Is it True or is it a Hoax?
By kelly60
@kelly60 (4546)
United States
April 28, 2007 6:29am CST
I see a lot of things going around the internet, whether in my email or even here on myLot regarding things like boycotting gas stations to lower prices, or virus allerts, and all kinds of other things. Maybe some of you even remember the one that has been passed around through the email supposedly from Bill Gates, promising money to everyone who forwarded the email.
Have you ever wondered whether these things were true or if they were hoaxes? There is a site where you can find out the answer. Search Snopes to find out whether or not you are looking at a hoax or something worth taking seriously before forwarding it on.
http://www.snopes.com/
They have some great information, not only on whether or not it is a scam, but can also tell you where and when it originated and all kinds of interesting information about many of these, so take a look and let me know what you think about Snopes.
3 people like this
4 responses
@beaniefanatic13 (5068)
• Grand Junction, Colorado
3 May 07
Absolutely a wonderful site. Full of lots of useful information. So many emails that float around are hoaxes or have lost something from being forwarded or added as the case may be in a lot of them.
I just started a discussion on the gas one tonight using the snopes website as a reference and also from my own experience.
some of the ones that I see I can't even believe that people could be that gullible to believe them. They are so far fetched that you would think that someone with even half a brain wouldn't be sucked in but that's not the case.

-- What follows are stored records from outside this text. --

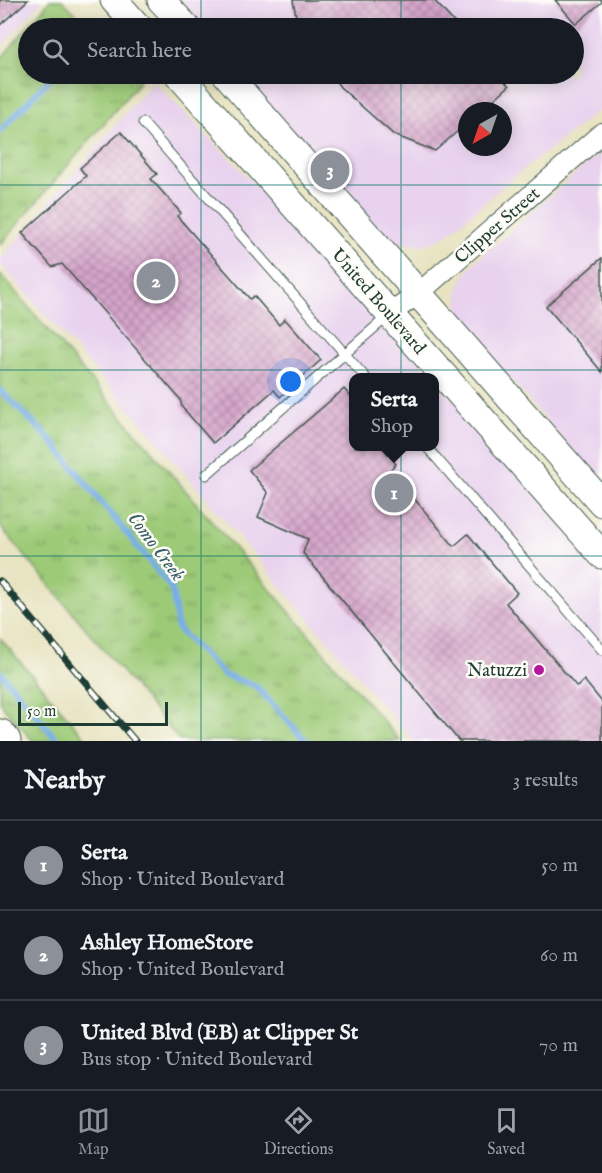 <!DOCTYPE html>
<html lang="en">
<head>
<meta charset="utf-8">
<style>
	:root { --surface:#171b24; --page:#242831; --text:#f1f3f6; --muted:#9ea1a6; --line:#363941; --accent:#8c9099 }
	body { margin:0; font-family:"IM FELL English",serif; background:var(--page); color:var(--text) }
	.compass { position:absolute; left:458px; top:102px; width:54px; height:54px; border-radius:50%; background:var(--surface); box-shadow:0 3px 15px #0003; rotate:220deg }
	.scale { position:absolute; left:18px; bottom:15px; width:150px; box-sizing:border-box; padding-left:6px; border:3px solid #1f3d34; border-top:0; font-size:16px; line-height:21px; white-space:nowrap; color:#1f3d34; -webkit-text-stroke:4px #fdfcf7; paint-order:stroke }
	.you { position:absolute; left:291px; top:382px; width:21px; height:21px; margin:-15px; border:4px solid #fff; border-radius:50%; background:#1a73e8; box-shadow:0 0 0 9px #1a73e833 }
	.badge { display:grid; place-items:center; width:39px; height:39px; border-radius:50%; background:var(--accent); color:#fff; font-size:20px; font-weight:700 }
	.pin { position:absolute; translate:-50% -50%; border:3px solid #fff; box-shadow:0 2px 6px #0006 }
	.popup { position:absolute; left:349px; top:373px; width:90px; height:78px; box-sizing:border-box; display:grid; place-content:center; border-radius:12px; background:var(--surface); filter:drop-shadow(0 2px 4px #0005); font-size:20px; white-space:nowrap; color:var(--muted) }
	.popup b { font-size:22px; color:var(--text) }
	.popup::after { content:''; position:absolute; left:50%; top:100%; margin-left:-12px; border:12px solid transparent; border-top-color:var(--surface) }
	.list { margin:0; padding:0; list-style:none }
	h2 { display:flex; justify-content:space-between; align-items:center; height:78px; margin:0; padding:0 24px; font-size:26px }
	h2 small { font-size:20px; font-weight:400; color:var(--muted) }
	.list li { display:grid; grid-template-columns:39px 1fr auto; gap:18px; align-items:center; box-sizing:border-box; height:90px; padding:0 24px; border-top:2px solid var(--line) }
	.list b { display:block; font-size:22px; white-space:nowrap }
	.list p { margin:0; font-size:20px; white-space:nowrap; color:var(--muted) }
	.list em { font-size:20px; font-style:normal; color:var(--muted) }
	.icon { flex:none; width:33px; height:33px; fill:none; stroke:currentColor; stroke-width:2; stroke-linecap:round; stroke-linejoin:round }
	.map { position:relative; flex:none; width:602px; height:741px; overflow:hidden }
	.search { position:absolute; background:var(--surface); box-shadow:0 3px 15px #0003; left:18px; right:18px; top:18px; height:66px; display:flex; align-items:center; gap:15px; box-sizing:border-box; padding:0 21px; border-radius:33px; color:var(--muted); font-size:22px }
	.sheet { height:348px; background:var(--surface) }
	nav { display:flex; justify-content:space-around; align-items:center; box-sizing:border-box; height:84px; border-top:2px solid var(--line); background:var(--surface); font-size:16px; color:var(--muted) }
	nav a { display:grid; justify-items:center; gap:3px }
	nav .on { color:var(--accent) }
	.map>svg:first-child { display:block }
	.built { fill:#e8d2ee; fill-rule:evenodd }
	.grass { fill:url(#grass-tufts); stroke:#5e8456; stroke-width:1.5 }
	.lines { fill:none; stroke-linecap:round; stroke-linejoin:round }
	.stream { stroke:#78aee6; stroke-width:6 }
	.building { fill:url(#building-cross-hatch) }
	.lane-casing { stroke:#3d5649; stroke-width:11 }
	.street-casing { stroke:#3d5649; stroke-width:22 }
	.secondary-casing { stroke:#3d5649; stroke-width:29 }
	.highway-casing { stroke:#3d5649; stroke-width:35 }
	.lane { stroke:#fff; stroke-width:9 }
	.street { stroke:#fff; stroke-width:20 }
	.secondary { stroke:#fff; stroke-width:27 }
	.highway { stroke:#fff; stroke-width:33 }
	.rail-casing { stroke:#1f3d34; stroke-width:7 }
	.rail { stroke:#fdfcf7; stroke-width:4.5; stroke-dasharray:14; stroke-linecap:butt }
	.grid { fill:none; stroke:#0f766e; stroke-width:1.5; stroke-opacity:0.55 }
	.poi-dot { fill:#b5179e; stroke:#fdfcf7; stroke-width:2 }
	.labels { text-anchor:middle; stroke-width:5; stroke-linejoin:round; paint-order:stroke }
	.street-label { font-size:18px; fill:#1f3d34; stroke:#fdfcf7 }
	.poi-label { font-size:18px; fill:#1f3d34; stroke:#fdfcf7; text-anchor:end }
	.water-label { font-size:20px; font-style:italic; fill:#3a5f69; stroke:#fdfcf7 }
</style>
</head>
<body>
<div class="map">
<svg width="602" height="741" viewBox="0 0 602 741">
	<defs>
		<pattern id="grass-tufts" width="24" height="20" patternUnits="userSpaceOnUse" patternTransform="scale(1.5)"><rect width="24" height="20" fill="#9dca77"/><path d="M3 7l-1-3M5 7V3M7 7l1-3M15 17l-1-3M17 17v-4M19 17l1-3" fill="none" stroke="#7fa562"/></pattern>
		<pattern id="building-cross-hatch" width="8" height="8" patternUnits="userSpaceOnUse" patternTransform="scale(1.5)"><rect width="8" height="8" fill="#d6a4cb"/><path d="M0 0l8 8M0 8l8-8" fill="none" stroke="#ad87a6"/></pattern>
	</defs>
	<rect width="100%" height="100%" fill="#fdfcf7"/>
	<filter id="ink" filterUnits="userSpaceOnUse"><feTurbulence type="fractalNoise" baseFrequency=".0167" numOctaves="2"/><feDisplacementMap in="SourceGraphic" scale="12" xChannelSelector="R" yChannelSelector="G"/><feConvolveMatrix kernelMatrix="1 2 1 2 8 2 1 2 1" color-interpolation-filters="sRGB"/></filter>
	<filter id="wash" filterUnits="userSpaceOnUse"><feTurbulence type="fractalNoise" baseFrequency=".008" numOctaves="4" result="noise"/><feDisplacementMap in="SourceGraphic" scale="24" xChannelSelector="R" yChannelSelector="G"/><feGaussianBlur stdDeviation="1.35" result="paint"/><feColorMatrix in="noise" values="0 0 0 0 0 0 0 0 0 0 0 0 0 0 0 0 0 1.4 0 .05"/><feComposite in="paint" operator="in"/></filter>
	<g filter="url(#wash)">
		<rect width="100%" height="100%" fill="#e8e3c1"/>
		<!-- built -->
		<path class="built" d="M0 0H43L0 48Z
			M184 0H602V107L577 128 520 172 447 235 429 244 418 245 401 243 386 236 377 228 242 74H574V28H203L181 3ZM467 111H503V147H467Z
			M153 81 349 279 434 377 354 378V446H434L435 378 602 570V741H413L146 428 0 264V260Z
			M602 150V484L472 335 464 324 458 304V296L459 287 464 276 474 263Z"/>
		<!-- grass -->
		<path class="grass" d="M50 0H62L90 28H28V74H133L140 81 0 245V60Z
			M0 274 400 741H180L0 526Z
			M0 638 88 741H33L0 703Z"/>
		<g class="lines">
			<!-- stream -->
			<path class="stream" d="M0 131 49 80 52 74
				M0 390 50 439 172 589 178 629 224 675 256 686 306 741
				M0 672 58 741"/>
		</g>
		<g id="blocks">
			<!-- building -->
			<path class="building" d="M0 0H28L0 25Z
				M293 0H434L459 28H298Z
				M555 0H602V2L576 24Z
				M331 74H498L509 86 481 111H467V123L435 151 394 135 340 87Z
				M121 132 157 174 151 179 181 213 177 216 250 299 254 296 279 325 285 319 321 360 280 397 274 390 213 443 182 407 180 399 62 264 52 267 22 233 86 176 80 168Z
				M602 258V372L546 306Z
				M344 389 354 400V447H382L396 464 390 470 454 546 468 534 517 593 506 603 577 687 584 680 602 702V741H459L303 553 308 539 258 517 268 493 249 470Z"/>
		</g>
	</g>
	<g filter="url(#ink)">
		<use href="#blocks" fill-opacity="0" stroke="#3d5649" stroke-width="1.5"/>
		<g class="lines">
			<defs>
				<path id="lane" d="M143 123 366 378
					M426 446 602 650
					M206 475 389 315"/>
				<path id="street" d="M390 314 419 293 602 133"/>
				<path id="secondary" d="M114 0 139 28
					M161 0 187 28
					M178 74 602 555
					M226 74 602 503"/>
				<path id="highway" d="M0 736 4 741"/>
			</defs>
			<!-- lane casing -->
			<use href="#lane" class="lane-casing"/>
			<!-- street casing -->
			<use href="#street" class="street-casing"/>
			<!-- secondary casing -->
			<use href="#secondary" class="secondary-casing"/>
			<!-- highway casing -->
			<use href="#highway" class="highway-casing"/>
			<!-- lane -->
			<use href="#lane" class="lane"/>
			<!-- street -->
			<use href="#street" class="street"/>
			<!-- secondary -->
			<use href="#secondary" class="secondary"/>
			<!-- highway -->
			<use href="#highway" class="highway"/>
			<defs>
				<path id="rail" d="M0 581 135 741"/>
			</defs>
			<!-- rail casing -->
			<use href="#rail" class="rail-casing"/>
			<!-- rail -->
			<use href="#rail" class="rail"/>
		</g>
	</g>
	<!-- grid -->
	<path class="grid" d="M201 0V28M401 0V28M201 74V741M401 74V741M0 185H602M0 370H602M0 556H602"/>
	<!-- markers -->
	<circle class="poi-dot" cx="539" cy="670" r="6"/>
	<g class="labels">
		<!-- street labels -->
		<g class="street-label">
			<text transform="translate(497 225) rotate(-41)" y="6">Clipper Street</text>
			<text transform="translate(379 301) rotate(49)" y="6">United Boulevard</text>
		</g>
		<!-- poi labels -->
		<g class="poi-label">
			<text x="527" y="676">Natuzzi</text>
		</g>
		<!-- water labels -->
		<g class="water-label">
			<text transform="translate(157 546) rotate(53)" y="7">Como Creek</text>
		</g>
	</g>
</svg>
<svg class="compass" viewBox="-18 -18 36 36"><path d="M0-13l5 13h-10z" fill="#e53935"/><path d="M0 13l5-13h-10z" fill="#9ea1a6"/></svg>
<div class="scale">50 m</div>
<div class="you"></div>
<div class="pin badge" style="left:394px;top:493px">1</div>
<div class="popup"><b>Serta</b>Shop</div>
<div class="pin badge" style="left:156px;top:281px">2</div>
<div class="pin badge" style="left:330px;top:170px">3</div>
<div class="search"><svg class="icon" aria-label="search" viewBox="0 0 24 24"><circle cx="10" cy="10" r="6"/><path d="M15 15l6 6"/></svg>Search here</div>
</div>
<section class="sheet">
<h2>Nearby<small>3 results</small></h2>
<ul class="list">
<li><span class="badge">1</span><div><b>Serta</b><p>Shop · United Boulevard</p></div><em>50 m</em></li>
<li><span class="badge">2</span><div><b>Ashley HomeStore</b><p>Shop · United Boulevard</p></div><em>60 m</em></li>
<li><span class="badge">3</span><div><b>United Blvd (EB) at Clipper St</b><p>Bus stop · United Boulevard</p></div><em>70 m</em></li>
</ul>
</section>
<nav>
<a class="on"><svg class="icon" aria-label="map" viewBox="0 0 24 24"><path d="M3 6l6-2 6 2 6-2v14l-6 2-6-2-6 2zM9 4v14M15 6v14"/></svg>Map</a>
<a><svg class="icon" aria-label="directions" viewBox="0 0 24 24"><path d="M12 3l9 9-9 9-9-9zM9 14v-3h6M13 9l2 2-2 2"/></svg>Directions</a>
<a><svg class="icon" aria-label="saved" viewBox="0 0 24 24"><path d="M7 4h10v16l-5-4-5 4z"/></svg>Saved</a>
</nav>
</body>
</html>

Thanks for bringing up this discussion. Let's hope that many more people see it and bookmark this address so that they don't start another discussion on a bogus hoax. Great discussion! :)
@kelly60 (4546)
• United States
26 May 07
You know that the discussions and the hoaxes will keep coming though. You probably get just as many in your email as I do, and it does not matter how ridiculous they are, people will continue to believe them, and continue to forward them.
Sadly, they all boycotted the gas as the email told them to do and the very next day the gas prices (at least here) went up ten cents, and have been climbing ever since. I wonder how silly they feel for believing it now.
@freak369 (5112)
• United States
28 Apr 07
That is one of the best sites around to debunk hoaxes and fake emails. Even when people post stuff here about MLM emails and scams and I point out the website to them, some just refuse to believe it. You can lead a horse to water but you can't make them drink :]
1 person likes this
@villageanne (8553)
• United States
29 Apr 07
LOL I remember when I first got a computer and got online, I believed everthing that came into my email box. LOL Well I have gotten smarter since them or at least I think I have. I dont believe most of the things that come into my email box. I do not forward this stuff on to others either. I have used snoop.com many times in the past. If everyone would check the information out before they spamed all the address in their address book, it would save alot of time sorting out email. LOL Thanks for sharing this with those who do not know about it.
@kelly60 (4546)
• United States
26 May 07
The worst part is that you just cannot get through to some people. It does not matter how many times you tell some of them, they forward it to you anyway without checking because they "didn't want to take a chance that this virus was for real" or some such thing. I keep telling them to either check it out or just do not worry about me and let me take my own chances because I know that I will get this same warning from several other people who have also been asked not to send them on without checking to see if they are true.